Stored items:
● ● ●

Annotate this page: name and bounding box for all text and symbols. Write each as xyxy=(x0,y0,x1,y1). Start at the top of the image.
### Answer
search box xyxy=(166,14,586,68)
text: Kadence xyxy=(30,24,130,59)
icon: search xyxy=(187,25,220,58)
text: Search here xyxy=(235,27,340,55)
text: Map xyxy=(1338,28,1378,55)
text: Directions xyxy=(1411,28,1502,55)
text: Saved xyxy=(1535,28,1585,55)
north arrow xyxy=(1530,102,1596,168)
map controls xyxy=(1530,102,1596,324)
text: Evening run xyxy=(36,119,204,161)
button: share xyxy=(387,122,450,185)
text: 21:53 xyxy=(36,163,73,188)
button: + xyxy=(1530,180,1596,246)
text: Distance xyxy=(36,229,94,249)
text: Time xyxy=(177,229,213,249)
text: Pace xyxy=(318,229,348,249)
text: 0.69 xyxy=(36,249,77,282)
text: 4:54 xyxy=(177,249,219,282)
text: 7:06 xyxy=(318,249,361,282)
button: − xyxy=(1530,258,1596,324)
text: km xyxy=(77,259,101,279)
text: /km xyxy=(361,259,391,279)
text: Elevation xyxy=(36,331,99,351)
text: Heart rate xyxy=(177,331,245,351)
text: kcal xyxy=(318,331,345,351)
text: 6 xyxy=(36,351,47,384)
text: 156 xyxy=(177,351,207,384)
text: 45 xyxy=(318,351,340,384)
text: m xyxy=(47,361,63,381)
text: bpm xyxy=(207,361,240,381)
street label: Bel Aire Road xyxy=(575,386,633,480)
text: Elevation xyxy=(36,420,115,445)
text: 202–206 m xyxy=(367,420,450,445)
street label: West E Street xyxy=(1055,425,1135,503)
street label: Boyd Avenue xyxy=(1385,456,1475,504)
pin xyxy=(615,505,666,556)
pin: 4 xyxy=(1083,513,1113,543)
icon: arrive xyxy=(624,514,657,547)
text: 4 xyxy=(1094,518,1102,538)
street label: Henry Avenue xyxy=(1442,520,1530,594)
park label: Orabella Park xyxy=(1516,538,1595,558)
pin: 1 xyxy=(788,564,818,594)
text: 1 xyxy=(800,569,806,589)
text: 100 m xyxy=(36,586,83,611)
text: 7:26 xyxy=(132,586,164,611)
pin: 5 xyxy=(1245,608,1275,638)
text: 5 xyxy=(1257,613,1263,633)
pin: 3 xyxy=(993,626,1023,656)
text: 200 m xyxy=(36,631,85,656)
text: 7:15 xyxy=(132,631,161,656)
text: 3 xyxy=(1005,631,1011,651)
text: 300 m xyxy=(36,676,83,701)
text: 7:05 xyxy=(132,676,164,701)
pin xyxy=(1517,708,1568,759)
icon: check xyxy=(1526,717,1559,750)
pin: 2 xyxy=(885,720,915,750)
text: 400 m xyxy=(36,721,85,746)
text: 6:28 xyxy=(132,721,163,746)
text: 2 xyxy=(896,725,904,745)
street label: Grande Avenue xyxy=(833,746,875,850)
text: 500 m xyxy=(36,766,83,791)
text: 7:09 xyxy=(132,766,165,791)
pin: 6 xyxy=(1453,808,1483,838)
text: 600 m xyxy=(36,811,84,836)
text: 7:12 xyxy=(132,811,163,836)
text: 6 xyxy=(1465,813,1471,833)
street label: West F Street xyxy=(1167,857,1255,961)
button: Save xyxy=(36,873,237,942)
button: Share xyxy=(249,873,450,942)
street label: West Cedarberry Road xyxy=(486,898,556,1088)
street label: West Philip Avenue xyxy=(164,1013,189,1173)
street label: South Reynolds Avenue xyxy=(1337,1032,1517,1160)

● ● ●

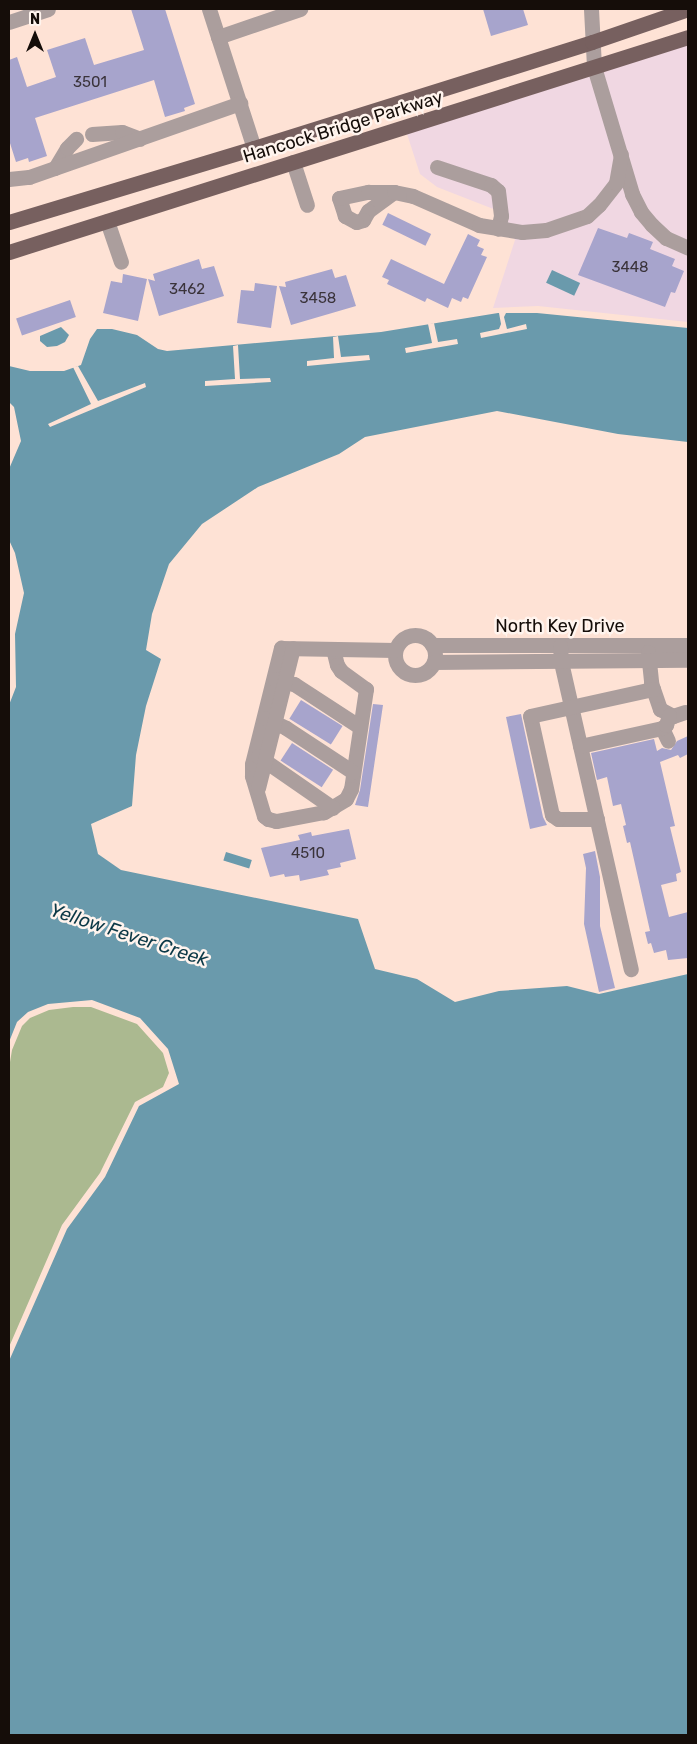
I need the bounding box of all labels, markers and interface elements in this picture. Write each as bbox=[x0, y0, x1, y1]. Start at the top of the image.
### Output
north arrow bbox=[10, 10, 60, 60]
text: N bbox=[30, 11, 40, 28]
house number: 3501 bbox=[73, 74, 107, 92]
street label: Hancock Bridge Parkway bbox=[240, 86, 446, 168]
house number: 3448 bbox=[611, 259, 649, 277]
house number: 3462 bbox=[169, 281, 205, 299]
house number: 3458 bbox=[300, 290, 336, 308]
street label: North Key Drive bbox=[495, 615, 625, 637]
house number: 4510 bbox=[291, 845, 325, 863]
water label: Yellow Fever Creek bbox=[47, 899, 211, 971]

● ● ●

- **About this task**
Counting only lines above that contain the string "bounding", report how many there are and write nothing further.

- **Solution for this exercise**
2